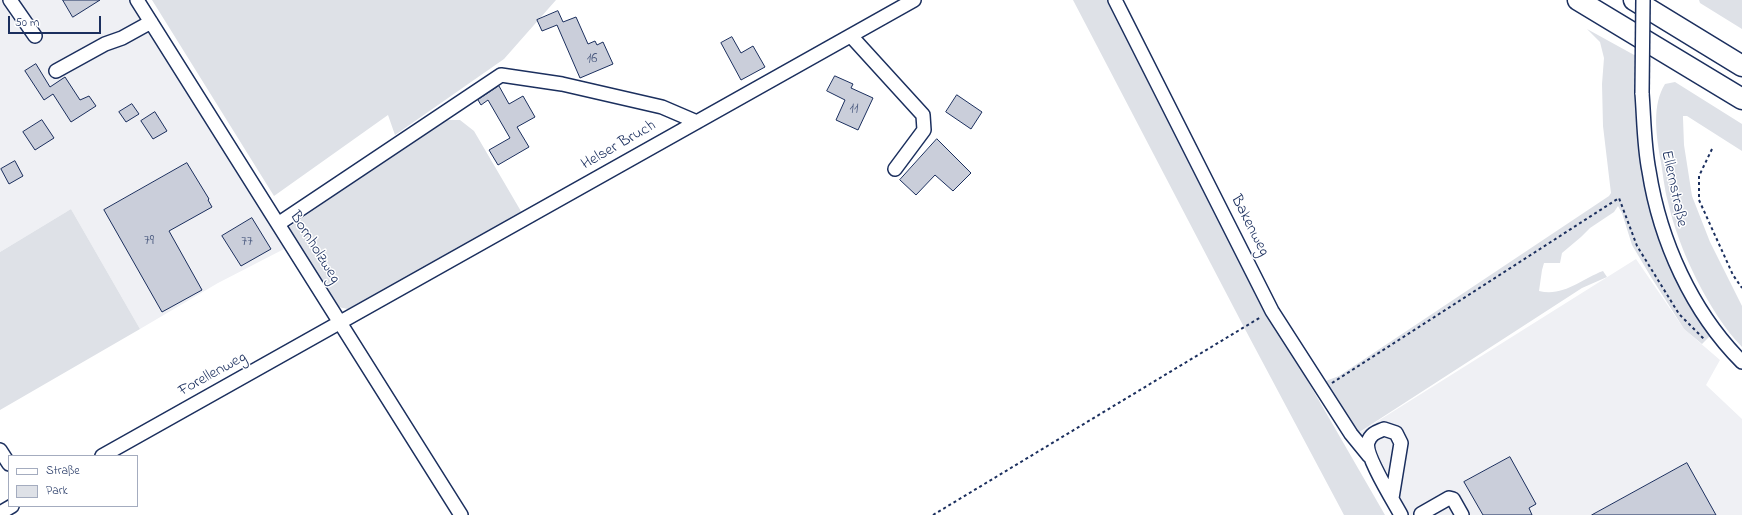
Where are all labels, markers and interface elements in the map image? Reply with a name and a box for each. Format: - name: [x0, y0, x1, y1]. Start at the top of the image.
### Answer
- scale bar: [10, 8, 103, 34]
- text: 50 m: [15, 14, 39, 32]
- house number: 16: [587, 52, 597, 68]
- house number: 11: [850, 102, 858, 118]
- street label: Helser Bruch: [578, 117, 660, 175]
- street label: Ellernstraße: [1656, 149, 1690, 229]
- street label: Bakenweg: [1225, 192, 1273, 260]
- street label: Bornholzweg: [284, 208, 344, 288]
- house number: 79: [144, 234, 154, 250]
- house number: 77: [241, 235, 253, 251]
- street label: Forellenweg: [176, 349, 250, 401]
- legend: [8, 455, 138, 507]
- text: Straße: [46, 462, 80, 480]
- text: Park: [46, 482, 68, 500]

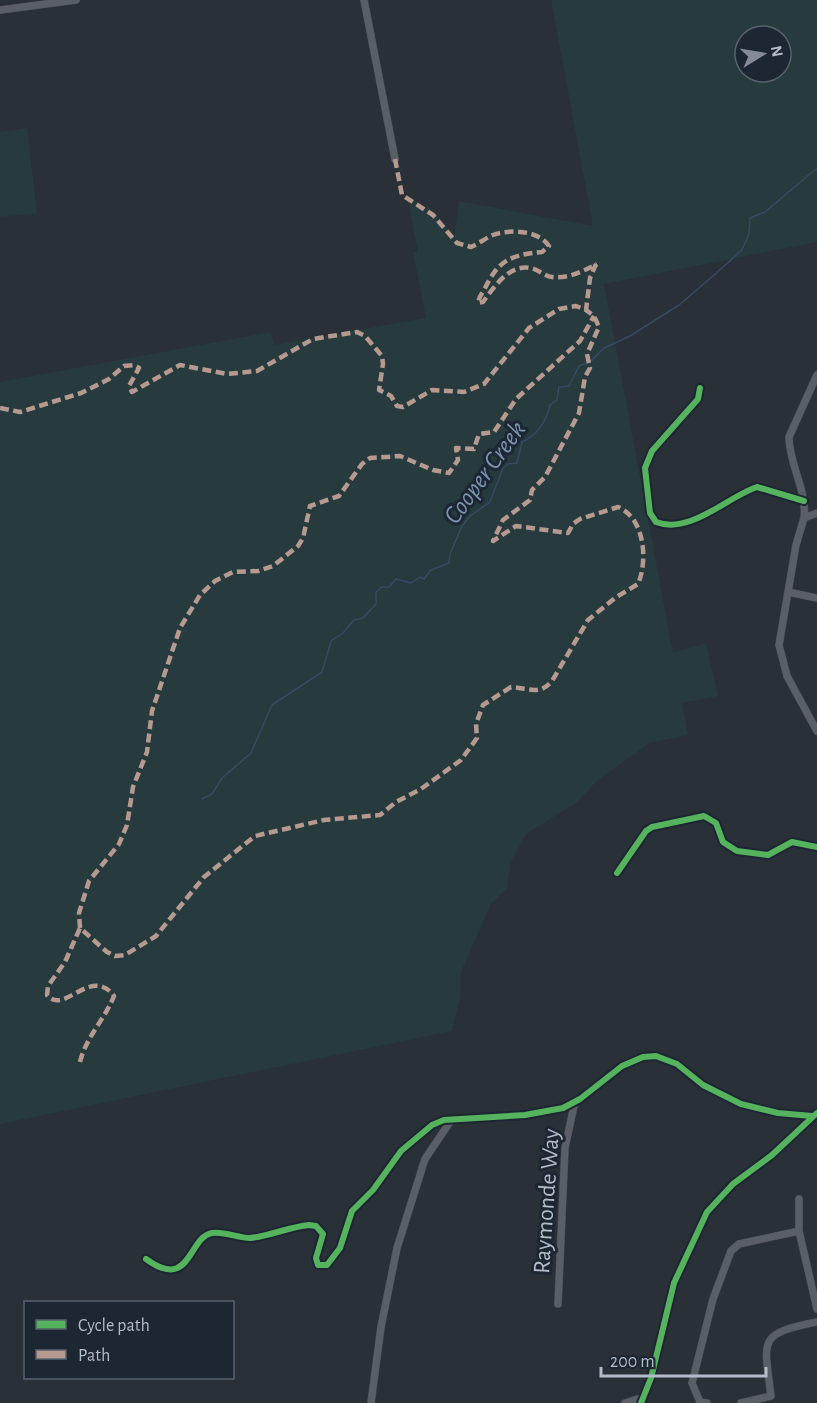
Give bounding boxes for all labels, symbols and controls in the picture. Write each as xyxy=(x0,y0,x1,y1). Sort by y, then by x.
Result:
north arrow xyxy=(733,24,793,84)
text: N xyxy=(768,44,786,58)
water label: Cooper Creek xyxy=(439,416,531,529)
street label: Raymonde Way xyxy=(530,1128,564,1275)
legend xyxy=(24,1301,234,1379)
text: Cycle path xyxy=(78,1317,150,1335)
scale bar xyxy=(601,1340,766,1378)
text: Path xyxy=(78,1347,110,1365)
text: 200 m xyxy=(610,1353,655,1371)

──────────────────────────────

## WORK ITEM
Each record above should be retyped exactly, with no pictures carried over.

## EXERCISE ANSWER
Where are all labels, markers and interface elements in the map image? Reply with a name and a box for each. Format: - name: [x0, y0, x1, y1]. Start at the top of the image.
### Answer
- scale bar: [10, 8, 103, 34]
- text: 50 m: [15, 14, 39, 32]
- house number: 16: [587, 52, 597, 68]
- house number: 11: [850, 102, 858, 118]
- street label: Helser Bruch: [578, 117, 660, 175]
- street label: Ellernstraße: [1656, 149, 1690, 229]
- street label: Bakenweg: [1225, 192, 1273, 260]
- street label: Bornholzweg: [284, 208, 344, 288]
- house number: 79: [144, 234, 154, 250]
- house number: 77: [241, 235, 253, 251]
- street label: Forellenweg: [176, 349, 250, 401]
- legend: [8, 455, 138, 507]
- text: Straße: [46, 462, 80, 480]
- text: Park: [46, 482, 68, 500]

Give bounding boxes for all labels, symbols and controls in the picture. Write each as xyxy=(x0,y0,x1,y1). Sort by y, then by x.
Result:
north arrow xyxy=(733,24,793,84)
text: N xyxy=(768,44,786,58)
water label: Cooper Creek xyxy=(439,416,531,529)
street label: Raymonde Way xyxy=(530,1128,564,1275)
legend xyxy=(24,1301,234,1379)
text: Cycle path xyxy=(78,1317,150,1335)
scale bar xyxy=(601,1340,766,1378)
text: Path xyxy=(78,1347,110,1365)
text: 200 m xyxy=(610,1353,655,1371)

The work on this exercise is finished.